> Assignment
Report each line of the records below that uses the word "rendered".

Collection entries
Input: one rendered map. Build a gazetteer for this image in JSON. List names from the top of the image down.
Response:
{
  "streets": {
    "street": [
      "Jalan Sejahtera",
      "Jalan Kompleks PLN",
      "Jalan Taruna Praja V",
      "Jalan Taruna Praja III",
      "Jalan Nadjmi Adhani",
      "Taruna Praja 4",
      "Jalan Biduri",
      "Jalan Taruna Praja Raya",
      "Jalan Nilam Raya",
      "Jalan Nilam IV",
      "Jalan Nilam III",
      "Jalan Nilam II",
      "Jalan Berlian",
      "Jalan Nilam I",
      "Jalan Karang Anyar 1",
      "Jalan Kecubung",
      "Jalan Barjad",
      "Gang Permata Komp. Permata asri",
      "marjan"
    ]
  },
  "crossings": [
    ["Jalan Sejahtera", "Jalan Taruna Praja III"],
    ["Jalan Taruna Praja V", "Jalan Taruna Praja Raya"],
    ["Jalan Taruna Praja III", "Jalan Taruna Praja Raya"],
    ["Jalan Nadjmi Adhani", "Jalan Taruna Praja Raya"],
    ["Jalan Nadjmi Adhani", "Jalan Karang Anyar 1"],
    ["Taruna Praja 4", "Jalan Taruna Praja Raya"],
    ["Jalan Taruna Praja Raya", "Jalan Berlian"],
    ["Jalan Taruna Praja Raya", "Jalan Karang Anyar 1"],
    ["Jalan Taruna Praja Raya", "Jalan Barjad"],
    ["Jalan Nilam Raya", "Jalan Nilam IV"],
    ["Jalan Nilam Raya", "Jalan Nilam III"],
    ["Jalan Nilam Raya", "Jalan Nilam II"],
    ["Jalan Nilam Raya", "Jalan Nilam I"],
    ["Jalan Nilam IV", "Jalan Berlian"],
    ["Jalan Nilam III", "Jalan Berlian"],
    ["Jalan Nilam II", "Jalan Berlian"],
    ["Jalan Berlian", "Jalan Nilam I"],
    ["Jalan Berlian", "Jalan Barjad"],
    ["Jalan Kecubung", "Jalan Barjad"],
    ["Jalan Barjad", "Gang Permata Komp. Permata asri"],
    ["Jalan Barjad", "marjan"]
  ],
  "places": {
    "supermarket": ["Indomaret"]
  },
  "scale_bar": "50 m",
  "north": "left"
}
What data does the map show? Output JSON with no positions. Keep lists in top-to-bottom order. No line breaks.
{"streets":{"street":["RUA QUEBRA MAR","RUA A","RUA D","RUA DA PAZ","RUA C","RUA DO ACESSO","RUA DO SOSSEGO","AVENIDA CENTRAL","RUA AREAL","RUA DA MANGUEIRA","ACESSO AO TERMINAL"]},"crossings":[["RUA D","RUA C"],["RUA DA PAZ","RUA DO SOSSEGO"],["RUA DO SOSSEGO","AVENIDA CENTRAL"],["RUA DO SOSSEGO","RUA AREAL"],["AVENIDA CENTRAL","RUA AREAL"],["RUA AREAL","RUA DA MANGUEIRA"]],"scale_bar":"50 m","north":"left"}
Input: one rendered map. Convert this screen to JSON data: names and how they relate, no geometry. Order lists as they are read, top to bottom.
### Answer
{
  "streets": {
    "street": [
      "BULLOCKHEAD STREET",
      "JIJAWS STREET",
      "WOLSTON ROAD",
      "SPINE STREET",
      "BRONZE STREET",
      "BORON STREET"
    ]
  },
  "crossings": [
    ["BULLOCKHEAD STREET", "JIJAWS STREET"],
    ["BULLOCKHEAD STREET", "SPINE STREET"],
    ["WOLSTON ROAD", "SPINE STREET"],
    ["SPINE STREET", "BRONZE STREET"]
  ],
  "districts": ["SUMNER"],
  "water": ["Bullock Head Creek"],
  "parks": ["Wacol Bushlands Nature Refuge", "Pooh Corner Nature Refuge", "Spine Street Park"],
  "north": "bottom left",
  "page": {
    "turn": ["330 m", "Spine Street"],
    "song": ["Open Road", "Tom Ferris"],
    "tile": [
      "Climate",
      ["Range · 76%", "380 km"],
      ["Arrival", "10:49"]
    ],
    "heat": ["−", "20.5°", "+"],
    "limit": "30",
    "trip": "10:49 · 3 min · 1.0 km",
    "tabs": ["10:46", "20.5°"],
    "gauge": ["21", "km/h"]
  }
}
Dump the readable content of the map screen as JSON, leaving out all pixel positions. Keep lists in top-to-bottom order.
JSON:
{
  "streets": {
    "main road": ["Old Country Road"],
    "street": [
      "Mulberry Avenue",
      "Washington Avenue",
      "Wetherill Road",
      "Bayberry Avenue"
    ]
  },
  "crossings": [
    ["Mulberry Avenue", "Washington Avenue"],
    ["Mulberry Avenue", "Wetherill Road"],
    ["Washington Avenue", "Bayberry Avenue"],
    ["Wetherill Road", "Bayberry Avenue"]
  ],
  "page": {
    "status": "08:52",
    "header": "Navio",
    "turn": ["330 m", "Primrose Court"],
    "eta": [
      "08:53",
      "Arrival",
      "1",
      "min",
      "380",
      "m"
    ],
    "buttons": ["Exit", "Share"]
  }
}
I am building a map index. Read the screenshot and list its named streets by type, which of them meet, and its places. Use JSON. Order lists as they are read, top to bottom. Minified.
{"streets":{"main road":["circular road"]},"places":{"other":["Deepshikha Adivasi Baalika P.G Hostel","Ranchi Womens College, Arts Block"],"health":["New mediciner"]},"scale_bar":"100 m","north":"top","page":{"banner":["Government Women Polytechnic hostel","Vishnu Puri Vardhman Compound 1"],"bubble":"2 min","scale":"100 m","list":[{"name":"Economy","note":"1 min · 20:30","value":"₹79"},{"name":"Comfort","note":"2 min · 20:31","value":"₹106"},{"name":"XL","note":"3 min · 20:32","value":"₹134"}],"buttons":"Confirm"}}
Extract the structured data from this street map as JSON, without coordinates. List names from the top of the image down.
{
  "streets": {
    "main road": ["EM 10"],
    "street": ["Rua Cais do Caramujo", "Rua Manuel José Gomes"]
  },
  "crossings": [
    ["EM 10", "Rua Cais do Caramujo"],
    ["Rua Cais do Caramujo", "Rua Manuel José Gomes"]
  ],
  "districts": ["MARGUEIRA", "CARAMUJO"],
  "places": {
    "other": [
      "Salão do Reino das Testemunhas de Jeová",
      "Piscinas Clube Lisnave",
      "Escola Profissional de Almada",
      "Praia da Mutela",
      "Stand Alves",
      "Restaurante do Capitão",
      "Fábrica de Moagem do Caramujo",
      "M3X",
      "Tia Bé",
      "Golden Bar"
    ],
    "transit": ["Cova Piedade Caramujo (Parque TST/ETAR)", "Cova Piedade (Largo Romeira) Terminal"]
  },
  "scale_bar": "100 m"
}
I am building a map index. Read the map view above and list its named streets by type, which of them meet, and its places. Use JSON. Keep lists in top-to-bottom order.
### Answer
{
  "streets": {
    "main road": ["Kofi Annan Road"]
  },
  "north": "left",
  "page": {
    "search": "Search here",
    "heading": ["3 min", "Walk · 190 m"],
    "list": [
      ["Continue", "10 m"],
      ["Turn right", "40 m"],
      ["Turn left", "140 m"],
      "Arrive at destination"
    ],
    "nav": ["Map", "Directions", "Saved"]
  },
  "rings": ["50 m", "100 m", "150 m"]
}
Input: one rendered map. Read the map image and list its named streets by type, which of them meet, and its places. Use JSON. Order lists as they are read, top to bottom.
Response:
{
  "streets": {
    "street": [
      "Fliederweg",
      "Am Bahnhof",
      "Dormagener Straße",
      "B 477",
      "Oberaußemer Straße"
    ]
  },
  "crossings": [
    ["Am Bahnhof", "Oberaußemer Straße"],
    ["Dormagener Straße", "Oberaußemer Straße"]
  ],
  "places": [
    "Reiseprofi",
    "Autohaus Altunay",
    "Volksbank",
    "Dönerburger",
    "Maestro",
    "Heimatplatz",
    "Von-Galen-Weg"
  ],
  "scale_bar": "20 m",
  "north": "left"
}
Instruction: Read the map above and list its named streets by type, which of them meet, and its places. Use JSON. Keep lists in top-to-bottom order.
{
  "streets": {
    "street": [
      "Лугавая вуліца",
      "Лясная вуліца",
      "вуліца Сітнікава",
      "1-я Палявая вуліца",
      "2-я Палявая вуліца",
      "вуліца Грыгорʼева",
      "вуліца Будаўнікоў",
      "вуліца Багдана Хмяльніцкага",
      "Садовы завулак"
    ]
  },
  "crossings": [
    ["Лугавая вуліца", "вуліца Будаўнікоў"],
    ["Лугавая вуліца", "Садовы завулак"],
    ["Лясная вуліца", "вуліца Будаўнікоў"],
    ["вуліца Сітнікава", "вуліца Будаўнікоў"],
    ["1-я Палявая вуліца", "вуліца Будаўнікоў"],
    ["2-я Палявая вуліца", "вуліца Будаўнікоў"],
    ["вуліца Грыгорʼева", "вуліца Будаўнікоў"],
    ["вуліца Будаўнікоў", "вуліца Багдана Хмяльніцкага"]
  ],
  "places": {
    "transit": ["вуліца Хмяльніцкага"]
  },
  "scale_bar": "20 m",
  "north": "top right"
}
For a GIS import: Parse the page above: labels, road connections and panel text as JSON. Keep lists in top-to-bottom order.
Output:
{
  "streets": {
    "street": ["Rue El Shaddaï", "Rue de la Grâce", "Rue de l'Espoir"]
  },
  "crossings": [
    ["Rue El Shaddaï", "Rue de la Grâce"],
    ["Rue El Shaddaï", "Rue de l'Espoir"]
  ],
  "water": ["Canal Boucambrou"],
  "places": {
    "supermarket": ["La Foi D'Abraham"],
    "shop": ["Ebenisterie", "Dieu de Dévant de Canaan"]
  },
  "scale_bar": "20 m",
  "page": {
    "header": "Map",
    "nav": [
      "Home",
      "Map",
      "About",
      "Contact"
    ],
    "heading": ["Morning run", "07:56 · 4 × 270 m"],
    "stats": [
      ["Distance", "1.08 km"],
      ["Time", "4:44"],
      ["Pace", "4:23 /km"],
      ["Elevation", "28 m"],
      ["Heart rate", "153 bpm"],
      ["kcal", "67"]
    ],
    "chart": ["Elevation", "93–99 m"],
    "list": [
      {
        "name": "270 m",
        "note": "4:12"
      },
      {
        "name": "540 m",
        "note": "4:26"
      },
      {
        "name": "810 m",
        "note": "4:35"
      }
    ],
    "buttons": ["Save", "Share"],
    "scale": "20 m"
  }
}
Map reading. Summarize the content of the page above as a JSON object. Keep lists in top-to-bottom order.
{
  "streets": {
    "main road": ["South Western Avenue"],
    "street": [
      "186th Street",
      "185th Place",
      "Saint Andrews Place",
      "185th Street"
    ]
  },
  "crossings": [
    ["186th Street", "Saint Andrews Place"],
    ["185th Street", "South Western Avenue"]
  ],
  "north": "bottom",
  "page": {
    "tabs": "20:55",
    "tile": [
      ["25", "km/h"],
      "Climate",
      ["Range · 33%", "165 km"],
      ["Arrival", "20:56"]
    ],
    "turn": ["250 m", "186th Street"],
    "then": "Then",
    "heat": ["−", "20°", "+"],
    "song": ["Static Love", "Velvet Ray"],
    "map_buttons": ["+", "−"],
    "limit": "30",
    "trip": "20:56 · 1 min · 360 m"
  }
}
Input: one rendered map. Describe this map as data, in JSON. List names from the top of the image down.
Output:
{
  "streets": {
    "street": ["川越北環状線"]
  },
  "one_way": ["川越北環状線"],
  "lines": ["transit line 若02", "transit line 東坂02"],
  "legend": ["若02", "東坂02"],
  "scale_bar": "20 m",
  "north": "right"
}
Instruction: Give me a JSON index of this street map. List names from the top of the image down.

> Solution below
Input: one rendered map. Build a gazetteer for this image in JSON. List names from the top of the image down.
Input: one rendered map. Convert this screen to JSON data: names and how they relate, no geometry. Order lists as they are read, top to bottom.
Input: one rendered map. Read the map image and list its named streets by type, which of them meet, and its places. Use JSON. Order lists as they are read, top to bottom.
Input: one rendered map. Describe this map as data, in JSON. List names from the top of the image down.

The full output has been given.